Do math in Bash: integer arithmetic with $(( )), increment counters, compare numbers, and reach for bc or awk when you need decimals.
Why: Bash does integer arithmetic inside $(( )). Inside the double parentheses you do NOT need $ on variable names. The usual operators work: + - * / and % (remainder).
#!/usr/bin/env bash
a=7
b=2
echo "$(( a + b ))" # 9
echo "$(( a * b ))" # 14
echo "$(( a / b ))" # 3 (integer division — no decimals)
echo "$(( a % b ))" # 1 (remainder)Why: (( )) on its own evaluates an arithmetic expression and can mutate variables — perfect for loop counters. ((count++)) increments in place; ((total += n)) accumulates.
#!/usr/bin/env bash
count=0
for _ in 1 2 3 4; do
(( count++ ))
done
echo "count is $count" # 4
total=0
for n in 10 20 30; do
(( total += n ))
done
echo "total is $total" # 60Why: Bash only does integers.

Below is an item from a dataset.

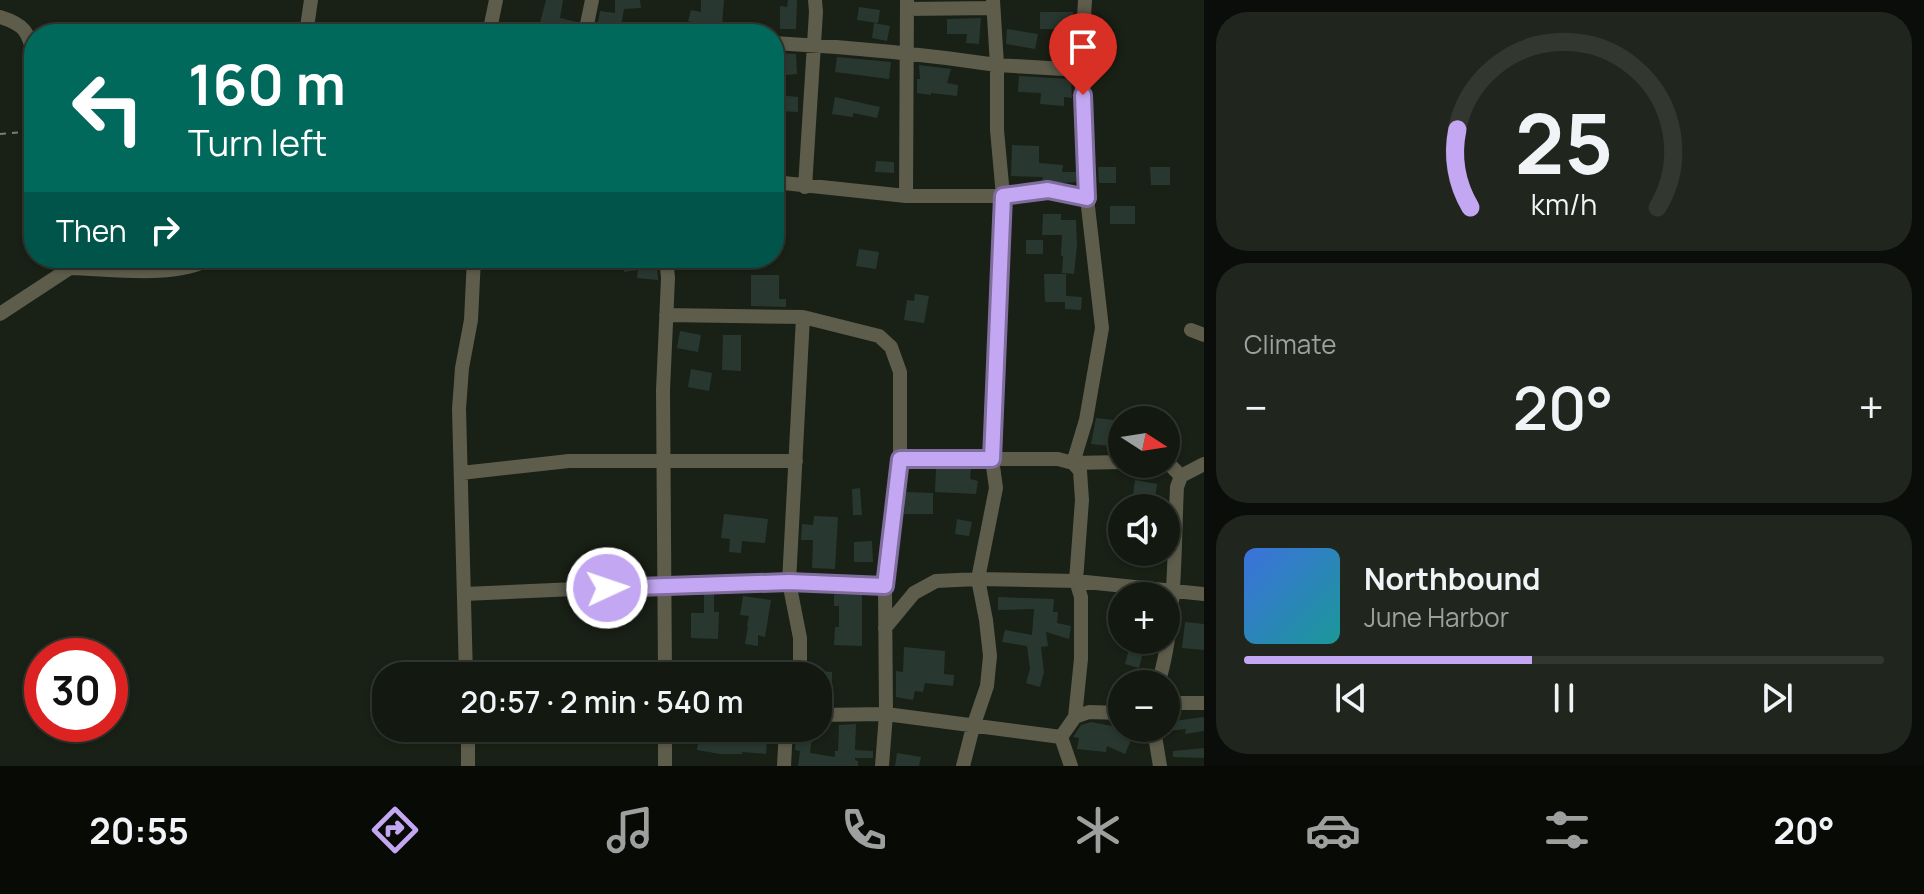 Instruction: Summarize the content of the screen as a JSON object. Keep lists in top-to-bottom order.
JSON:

For decimals, pipe an expression into bc with -l (load the math library). scale= sets how many decimal places to keep.
3 / 2 with two decimal places
echo "scale=2; 3 / 2" | bc # 1.50Use bc -l for the math library (pi, sqrt, etc.)
echo "sqrt(2)" | bc -l # 1.41421356...Why: when numbers come from a file or a pipeline, awk both extracts columns and does floating-point math in one step — often simpler than wrangling bc. Note: awk is covered more fully in the Linux course lesson on pipes & text processing.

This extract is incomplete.